Stored data entries:
------

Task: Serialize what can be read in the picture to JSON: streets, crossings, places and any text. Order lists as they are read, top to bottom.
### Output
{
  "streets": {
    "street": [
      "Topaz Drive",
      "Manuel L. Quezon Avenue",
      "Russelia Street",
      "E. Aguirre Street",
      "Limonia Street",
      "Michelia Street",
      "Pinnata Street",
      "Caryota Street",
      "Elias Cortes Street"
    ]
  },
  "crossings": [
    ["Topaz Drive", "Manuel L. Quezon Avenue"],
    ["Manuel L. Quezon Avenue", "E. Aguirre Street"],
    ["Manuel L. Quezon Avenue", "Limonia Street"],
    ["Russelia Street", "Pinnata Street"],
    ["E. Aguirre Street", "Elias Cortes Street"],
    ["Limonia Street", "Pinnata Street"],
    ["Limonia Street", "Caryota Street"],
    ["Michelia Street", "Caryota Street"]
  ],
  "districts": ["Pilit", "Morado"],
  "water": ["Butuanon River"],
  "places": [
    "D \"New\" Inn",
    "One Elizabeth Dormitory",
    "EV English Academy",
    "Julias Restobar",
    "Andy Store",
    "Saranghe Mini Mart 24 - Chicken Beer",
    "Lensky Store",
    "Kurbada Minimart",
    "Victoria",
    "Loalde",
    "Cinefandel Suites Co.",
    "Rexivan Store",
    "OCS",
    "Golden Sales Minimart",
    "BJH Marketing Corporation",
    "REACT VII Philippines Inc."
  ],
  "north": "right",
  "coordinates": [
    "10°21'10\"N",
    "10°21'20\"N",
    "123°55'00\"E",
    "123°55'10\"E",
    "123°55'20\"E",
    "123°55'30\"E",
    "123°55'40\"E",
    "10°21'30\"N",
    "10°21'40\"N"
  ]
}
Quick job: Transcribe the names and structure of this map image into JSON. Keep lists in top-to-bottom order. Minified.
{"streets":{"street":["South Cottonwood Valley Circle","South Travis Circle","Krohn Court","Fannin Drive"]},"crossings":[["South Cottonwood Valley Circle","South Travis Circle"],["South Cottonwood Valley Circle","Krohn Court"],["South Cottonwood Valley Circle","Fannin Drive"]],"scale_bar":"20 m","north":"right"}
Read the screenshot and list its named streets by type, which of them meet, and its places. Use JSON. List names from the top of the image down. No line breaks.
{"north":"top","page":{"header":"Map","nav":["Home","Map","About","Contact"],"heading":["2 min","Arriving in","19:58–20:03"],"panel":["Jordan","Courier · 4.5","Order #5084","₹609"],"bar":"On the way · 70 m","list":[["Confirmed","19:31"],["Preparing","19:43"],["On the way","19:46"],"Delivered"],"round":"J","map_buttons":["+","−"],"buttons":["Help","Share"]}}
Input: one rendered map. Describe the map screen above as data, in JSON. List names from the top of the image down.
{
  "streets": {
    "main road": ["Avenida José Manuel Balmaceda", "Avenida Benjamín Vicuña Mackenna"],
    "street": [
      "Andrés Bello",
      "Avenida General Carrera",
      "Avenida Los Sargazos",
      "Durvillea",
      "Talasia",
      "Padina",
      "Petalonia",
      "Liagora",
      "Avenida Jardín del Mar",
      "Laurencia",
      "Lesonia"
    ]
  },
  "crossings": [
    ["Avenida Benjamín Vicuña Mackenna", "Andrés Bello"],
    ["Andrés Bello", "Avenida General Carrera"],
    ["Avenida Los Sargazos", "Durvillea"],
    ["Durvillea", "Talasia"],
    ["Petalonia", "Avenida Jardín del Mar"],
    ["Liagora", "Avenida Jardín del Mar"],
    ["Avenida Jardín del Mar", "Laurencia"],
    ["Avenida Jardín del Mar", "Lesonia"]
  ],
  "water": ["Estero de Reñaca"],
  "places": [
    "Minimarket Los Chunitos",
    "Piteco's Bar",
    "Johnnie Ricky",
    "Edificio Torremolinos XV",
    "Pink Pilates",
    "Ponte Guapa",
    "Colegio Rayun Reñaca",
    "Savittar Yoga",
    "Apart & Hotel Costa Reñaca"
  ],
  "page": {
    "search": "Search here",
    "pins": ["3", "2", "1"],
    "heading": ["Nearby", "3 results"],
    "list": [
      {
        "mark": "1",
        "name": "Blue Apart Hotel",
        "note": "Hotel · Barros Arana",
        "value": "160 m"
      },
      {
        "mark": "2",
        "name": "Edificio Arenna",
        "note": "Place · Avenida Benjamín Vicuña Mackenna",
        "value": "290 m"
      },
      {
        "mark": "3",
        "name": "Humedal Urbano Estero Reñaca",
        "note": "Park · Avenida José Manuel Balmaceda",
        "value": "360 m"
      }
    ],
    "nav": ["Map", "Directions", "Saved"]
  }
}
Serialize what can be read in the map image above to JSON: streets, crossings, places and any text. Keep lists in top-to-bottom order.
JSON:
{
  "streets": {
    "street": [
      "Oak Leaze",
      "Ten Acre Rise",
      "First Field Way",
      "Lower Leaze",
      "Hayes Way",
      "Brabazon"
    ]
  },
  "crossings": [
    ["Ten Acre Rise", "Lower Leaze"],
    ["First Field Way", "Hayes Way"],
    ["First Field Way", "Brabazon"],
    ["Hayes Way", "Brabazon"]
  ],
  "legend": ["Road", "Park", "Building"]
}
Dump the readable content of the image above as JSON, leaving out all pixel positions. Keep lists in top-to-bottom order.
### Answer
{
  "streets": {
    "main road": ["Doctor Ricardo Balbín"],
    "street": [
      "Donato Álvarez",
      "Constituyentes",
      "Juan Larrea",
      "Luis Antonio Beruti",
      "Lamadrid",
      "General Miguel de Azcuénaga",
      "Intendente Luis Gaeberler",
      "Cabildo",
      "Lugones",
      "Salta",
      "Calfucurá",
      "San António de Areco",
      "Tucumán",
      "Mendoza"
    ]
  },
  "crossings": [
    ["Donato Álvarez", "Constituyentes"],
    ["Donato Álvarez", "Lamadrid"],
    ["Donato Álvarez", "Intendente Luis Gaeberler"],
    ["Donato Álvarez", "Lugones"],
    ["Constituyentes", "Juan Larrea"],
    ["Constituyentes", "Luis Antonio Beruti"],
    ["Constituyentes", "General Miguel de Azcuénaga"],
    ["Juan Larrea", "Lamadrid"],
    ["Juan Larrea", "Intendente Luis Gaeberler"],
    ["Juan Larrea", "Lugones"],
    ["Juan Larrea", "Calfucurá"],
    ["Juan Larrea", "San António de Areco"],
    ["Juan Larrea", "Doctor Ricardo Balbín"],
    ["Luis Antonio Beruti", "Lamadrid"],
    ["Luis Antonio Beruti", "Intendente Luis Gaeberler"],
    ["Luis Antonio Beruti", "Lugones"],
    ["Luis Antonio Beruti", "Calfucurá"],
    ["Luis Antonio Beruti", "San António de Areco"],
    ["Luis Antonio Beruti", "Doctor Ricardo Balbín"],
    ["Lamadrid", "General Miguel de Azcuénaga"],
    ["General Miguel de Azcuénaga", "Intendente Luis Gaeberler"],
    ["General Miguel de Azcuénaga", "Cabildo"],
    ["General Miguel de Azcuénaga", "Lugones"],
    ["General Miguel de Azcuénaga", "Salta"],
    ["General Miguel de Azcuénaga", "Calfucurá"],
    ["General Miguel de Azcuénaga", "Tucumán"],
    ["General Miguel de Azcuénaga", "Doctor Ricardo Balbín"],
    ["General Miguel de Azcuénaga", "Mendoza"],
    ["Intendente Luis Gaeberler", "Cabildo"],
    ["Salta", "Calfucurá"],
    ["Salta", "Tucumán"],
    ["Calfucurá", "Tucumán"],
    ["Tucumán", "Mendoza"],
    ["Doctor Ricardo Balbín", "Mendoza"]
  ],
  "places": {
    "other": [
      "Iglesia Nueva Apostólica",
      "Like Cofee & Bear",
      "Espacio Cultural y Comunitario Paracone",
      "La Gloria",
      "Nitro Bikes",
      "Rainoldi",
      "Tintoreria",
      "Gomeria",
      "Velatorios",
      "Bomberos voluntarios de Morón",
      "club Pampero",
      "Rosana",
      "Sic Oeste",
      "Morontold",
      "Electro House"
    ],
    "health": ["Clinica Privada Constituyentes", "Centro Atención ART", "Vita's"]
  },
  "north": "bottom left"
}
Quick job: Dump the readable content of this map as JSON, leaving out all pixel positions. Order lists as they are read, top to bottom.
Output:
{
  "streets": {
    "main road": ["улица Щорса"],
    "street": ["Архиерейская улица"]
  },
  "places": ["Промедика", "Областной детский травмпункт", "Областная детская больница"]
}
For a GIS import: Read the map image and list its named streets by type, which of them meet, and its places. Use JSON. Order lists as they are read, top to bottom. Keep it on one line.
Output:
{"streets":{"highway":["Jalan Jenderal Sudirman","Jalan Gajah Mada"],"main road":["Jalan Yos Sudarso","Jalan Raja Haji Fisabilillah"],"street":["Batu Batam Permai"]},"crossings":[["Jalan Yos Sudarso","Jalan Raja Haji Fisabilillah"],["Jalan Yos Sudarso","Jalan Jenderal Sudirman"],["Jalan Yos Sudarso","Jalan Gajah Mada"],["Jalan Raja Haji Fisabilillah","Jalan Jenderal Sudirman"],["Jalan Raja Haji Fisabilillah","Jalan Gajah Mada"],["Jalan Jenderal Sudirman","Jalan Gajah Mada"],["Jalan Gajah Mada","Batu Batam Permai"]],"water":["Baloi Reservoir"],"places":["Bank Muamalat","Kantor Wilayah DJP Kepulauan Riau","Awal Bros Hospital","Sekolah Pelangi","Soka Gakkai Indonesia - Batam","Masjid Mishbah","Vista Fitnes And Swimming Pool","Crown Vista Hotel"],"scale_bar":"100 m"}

------

Description of the task: Determine how many lines of the data contain "Mackenna" and give nothing but that number.

Result of the task: 3